Deduplication and Compression with Red Hat Linux 8 Using VDO

Virtual Data Optimizer (VDO) is a block virtualization technology that provides transparent deduplication of data. By eliminating redundant chunks of data, VDO can greatly reduce actual used disk capacity. The CentOS implementation of VDO is quite good, but there are some caveats to be aware of, especially when you want filesystems on VDO to come up automatically at boot. If you do it wrong, your system will not boot! So make sure to read all the way to the end to learn how to avoid ending up in this situation!

Used Commands

  • vdo – This command is used to create, remove, start, and stop VDO volumes, as well as performing other configuration changes.
  • vdostats – This command is used to report on various aspects of VDO volumes, including effective reduction and physical volume utilization. Think of this as ‘df’ for VDO capacity.

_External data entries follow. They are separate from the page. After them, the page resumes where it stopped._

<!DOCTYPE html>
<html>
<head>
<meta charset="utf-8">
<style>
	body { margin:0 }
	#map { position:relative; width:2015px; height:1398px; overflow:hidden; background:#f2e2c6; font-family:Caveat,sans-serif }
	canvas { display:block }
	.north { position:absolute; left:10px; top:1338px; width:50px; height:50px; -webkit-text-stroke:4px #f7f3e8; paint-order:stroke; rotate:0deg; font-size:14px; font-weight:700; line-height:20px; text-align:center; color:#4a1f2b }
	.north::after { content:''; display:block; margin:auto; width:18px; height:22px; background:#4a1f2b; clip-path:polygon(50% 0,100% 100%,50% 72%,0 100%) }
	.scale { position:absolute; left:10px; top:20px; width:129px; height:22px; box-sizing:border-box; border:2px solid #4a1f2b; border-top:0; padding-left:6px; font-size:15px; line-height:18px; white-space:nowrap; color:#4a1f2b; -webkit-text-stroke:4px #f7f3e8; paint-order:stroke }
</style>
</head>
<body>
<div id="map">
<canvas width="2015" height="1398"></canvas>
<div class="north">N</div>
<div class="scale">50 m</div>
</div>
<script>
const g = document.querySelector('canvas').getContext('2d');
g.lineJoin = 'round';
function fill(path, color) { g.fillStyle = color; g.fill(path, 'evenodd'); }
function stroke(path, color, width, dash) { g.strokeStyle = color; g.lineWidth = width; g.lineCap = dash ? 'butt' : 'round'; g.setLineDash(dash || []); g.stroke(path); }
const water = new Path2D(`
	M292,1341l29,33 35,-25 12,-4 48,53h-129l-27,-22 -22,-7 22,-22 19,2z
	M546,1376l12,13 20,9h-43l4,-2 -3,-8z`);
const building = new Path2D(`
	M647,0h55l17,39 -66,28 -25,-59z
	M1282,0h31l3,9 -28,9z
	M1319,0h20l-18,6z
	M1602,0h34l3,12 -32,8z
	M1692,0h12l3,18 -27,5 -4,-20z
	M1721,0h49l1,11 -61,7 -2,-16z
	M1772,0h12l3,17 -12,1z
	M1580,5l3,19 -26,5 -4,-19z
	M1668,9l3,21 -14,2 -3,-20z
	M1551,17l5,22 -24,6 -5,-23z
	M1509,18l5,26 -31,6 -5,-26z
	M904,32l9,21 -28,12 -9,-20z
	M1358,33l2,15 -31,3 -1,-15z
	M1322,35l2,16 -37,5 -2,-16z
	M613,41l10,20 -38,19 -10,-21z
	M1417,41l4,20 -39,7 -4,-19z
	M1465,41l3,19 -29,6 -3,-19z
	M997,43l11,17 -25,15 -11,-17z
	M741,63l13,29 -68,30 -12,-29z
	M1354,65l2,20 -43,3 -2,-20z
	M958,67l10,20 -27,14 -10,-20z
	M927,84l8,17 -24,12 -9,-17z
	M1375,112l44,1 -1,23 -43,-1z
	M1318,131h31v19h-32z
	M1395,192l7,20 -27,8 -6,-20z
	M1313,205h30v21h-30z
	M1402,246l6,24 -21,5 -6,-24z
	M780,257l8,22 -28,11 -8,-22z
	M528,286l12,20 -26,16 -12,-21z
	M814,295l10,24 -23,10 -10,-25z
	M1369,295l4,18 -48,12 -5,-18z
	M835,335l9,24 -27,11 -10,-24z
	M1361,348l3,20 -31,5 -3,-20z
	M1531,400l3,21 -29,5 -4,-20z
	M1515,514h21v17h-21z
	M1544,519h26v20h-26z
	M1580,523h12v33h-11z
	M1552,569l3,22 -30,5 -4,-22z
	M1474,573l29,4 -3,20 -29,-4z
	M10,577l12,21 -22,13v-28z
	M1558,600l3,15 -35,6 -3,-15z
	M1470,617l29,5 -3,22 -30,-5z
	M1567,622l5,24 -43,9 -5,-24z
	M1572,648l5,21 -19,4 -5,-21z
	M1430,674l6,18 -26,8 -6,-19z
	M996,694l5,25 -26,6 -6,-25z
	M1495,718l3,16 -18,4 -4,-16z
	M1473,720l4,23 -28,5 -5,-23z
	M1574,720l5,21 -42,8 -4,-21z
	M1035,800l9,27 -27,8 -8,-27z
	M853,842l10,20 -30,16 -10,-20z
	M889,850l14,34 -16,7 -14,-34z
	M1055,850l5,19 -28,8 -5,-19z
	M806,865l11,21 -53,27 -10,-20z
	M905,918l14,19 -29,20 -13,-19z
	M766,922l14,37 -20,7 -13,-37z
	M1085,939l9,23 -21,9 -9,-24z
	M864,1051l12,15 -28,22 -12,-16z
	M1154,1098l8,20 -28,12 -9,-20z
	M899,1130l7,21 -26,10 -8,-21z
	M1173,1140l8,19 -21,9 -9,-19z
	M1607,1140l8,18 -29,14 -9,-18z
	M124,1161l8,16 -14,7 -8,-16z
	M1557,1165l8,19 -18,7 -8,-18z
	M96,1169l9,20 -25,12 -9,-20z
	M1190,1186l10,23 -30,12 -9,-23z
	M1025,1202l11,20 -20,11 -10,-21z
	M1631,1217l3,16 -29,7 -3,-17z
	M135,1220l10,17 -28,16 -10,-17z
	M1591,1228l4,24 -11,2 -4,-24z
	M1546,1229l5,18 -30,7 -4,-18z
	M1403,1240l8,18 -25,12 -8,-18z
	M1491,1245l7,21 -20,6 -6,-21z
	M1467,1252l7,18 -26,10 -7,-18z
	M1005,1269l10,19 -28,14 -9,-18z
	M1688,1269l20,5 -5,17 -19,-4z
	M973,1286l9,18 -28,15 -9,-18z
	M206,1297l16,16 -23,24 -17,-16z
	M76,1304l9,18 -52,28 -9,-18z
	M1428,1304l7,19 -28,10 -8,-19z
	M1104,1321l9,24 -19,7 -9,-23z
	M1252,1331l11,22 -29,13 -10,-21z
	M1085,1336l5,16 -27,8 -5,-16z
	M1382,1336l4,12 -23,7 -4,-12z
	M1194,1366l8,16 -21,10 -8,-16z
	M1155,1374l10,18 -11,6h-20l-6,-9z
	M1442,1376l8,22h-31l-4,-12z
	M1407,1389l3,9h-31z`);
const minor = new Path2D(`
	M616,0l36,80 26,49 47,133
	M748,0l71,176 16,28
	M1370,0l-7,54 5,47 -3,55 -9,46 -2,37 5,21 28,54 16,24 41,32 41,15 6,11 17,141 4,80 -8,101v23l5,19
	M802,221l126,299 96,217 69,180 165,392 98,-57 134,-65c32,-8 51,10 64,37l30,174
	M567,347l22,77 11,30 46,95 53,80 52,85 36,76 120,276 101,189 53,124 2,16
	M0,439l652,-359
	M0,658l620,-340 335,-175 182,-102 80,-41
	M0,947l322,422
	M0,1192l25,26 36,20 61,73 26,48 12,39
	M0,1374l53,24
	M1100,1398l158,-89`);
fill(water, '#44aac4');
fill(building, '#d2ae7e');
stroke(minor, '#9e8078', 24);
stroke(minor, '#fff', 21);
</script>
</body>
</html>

To Use VSO in a Linux Server:

Install VDO:
# yum -y install vdo

Make sure you have a free block device (or create a new one) with 1GB in size
# fdisk /dev/sdX                     (where XX is your new block device or partition number).

Create the empty VDO volume on top of the new device that you just created
# vdo create –name=vdo1 –device=/dev/sdX –vdoLogicalSize=3G –force

Here is a breakdown of the various options above:

  • create – This is telling the VDO command what operation we want to do. You can use “remove” to remove the VDO volume.
  • name=vdo1 – the name we want to give to your volume
  • device=/dev/sdX – the underlying device we want to create the VDO volume.
  • vdoLogicalSize=120G – Instruct VDO that the effective capacity we want to expose to the OS is 3GB. Though your physical device is only 1GB, we are assuming that we will get at least a 3:1 reduction from deduplication. For most data, this is pretty conservative, but if your data does not deduplicate well, then your ratio should be different. In general, log files and other plain text files will deduplicate very well, and you may get 10:1 or even higher deduplication rates. But binary files, and especially pre-compressed data such as video, audio, or compressed archives, will get far less than 3:1 or even 1:1 in some cases! Do not use VDO for this type of data.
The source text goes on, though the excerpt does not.